En una pequeña sala del segundo piso del Edificio Lille, del Marine Biological Laboratory, donde se encuentra su laboratorio, Llinás se toma la cabeza entre las manos. Acaba de cumplir 80 años y goza de buena salud. Sus rutinas de trabajo siguen siendo intensas. Es domingo. Uno que otro estudiante sale de un laboratorio para perderse tras otra puerta de esos largos y silenciosos pasillos. Una mata de pelo blanco cae sobre su frente, las gafas se escurren sobre su nariz.

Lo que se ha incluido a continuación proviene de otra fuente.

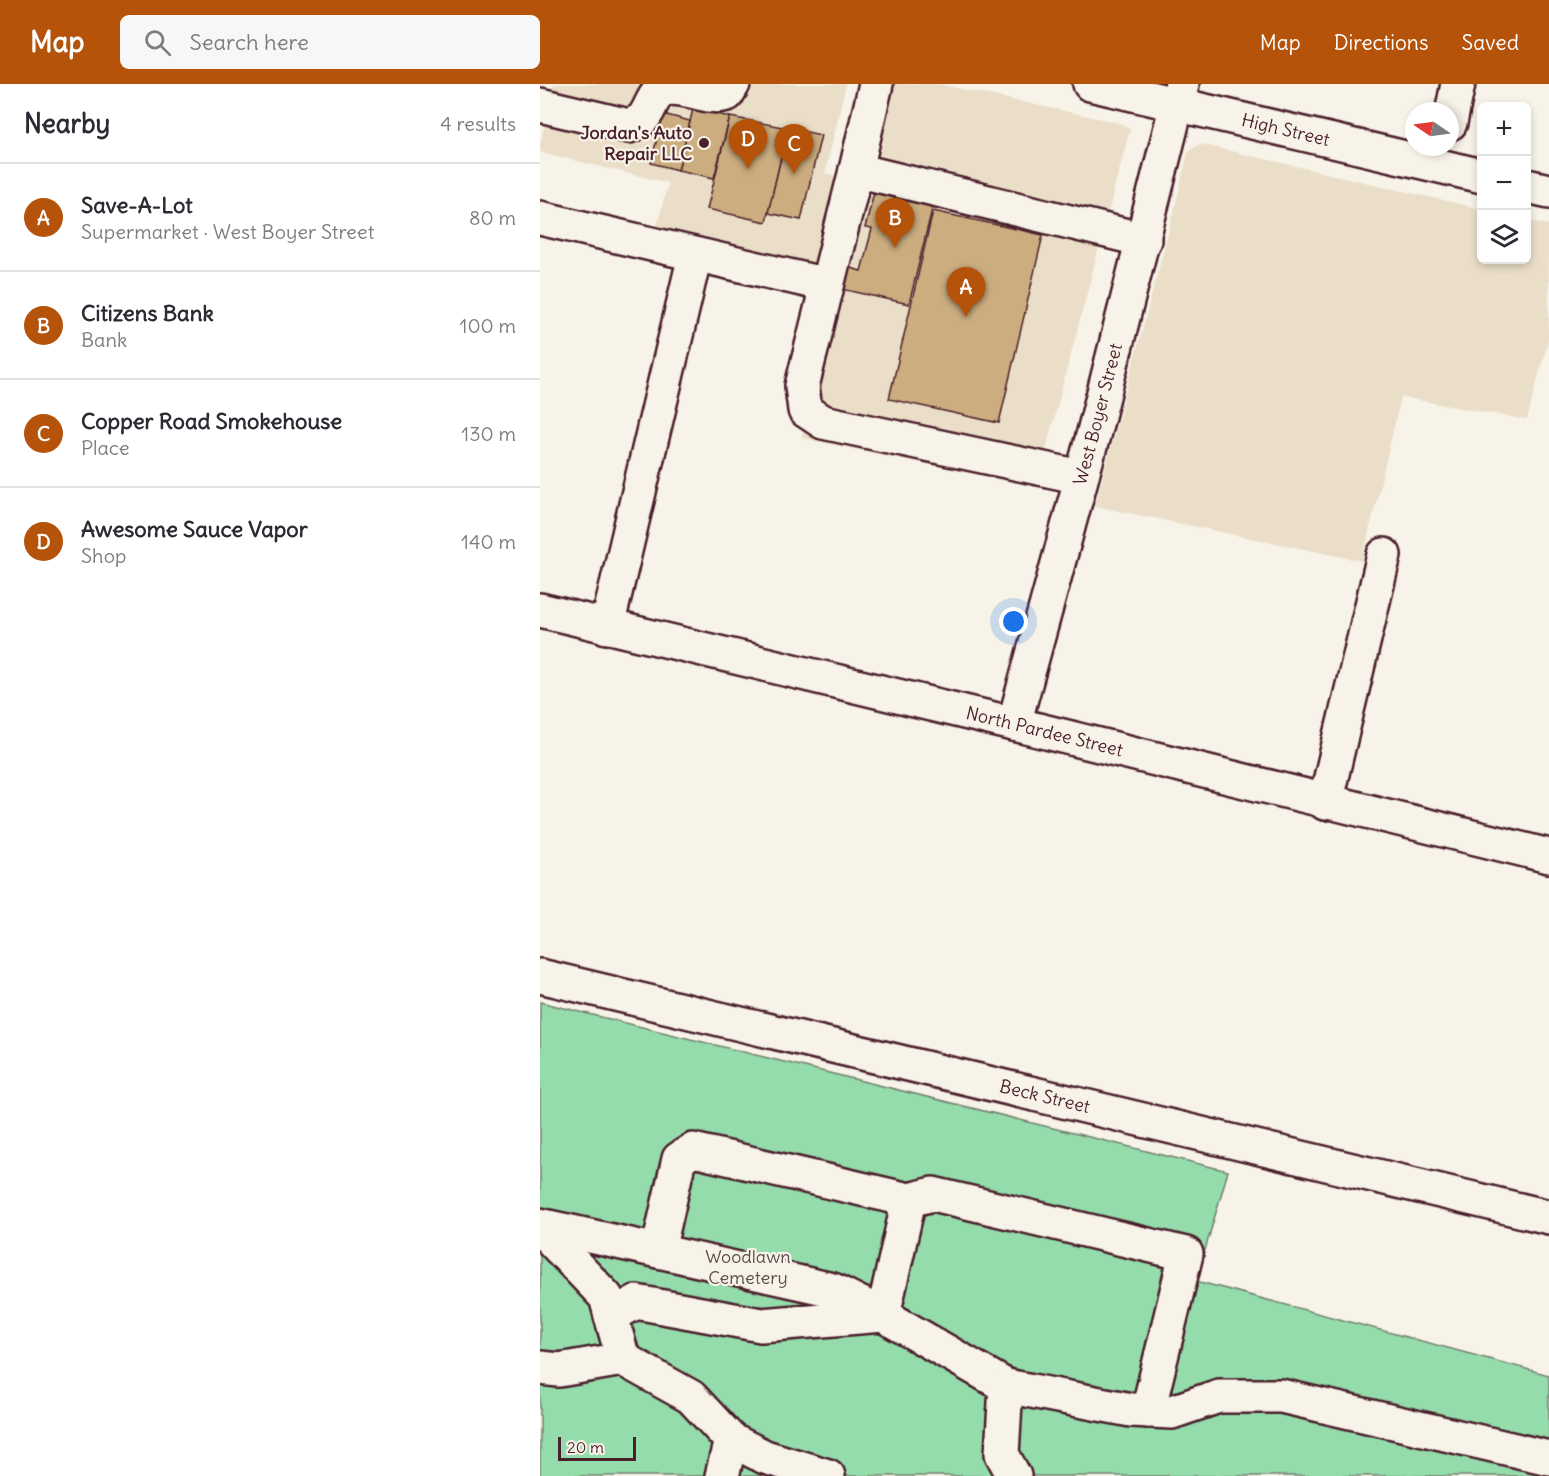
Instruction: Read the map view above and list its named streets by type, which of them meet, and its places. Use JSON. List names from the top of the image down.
{
  "streets": {
    "street": [
      "High Street",
      "West Boyer Street",
      "North Pardee Street",
      "Beck Street"
    ]
  },
  "crossings": [
    ["High Street", "West Boyer Street"],
    ["West Boyer Street", "North Pardee Street"]
  ],
  "parks": ["Woodlawn Cemetery"],
  "places": ["Jordan's Auto Repair LLC"],
  "scale_bar": "20 m",
  "north": "left",
  "page": {
    "header": "Map",
    "search": "Search here",
    "nav": ["Map", "Directions", "Saved"],
    "heading": ["Nearby", "4 results"],
    "map_buttons": ["+", "−"],
    "pins": [
      "D",
      "C",
      "B",
      "A"
    ],
    "list": [
      {
        "mark": "A",
        "name": "Save-A-Lot",
        "note": "Supermarket · West Boyer Street",
        "value": "80 m"
      },
      {
        "mark": "B",
        "name": "Citizens Bank",
        "note": "Bank",
        "value": "100 m"
      },
      {
        "mark": "C",
        "name": "Copper Road Smokehouse",
        "note": "Place",
        "value": "130 m"
      },
      {
        "mark": "D",
        "name": "Awesome Sauce Vapor",
        "note": "Shop",
        "value": "140 m"
      }
    ],
    "scale": "20 m"
  }
}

“Tengo acorralado el problema —dice enérgico, con la mirada recia de un boxeador analizando a su rival—. ¿A qué se parece los qualia, la conciencia? Dígame —y su voz se exalta—. El movimiento, la motricidad, las entiendo muy bien. La sensibilidad la entiendo bien. La memoria es una carajada. El amor. Todo eso son pendejadas. Son cosas ridículamente simples. Pero no entiendo cómo se traduce la actividad eléctrica en sensación. El problema de los qualia es un problema del carajo —continúa—. Y va a ser difícil de entender porque hay algo que no sabemos aún. Hay una propiedad grande que no entendemos. Es como tratar de entender el sonido que genera una campana, sin entender la resonancia vibratoria del metal. Es un problema precioso —suspira. Entonces se queda pensativo. Un silencio sirve de pausa para aceptar que tiene 80 años, que queda poco tiempo y aún no tiene la respuesta que ha perseguido toda la vida. Luego dice: —Si alguien me dijera ‘le explico cómo funciona la conciencia pero luego lo mato’, yo le diría, ‘perfecto’”.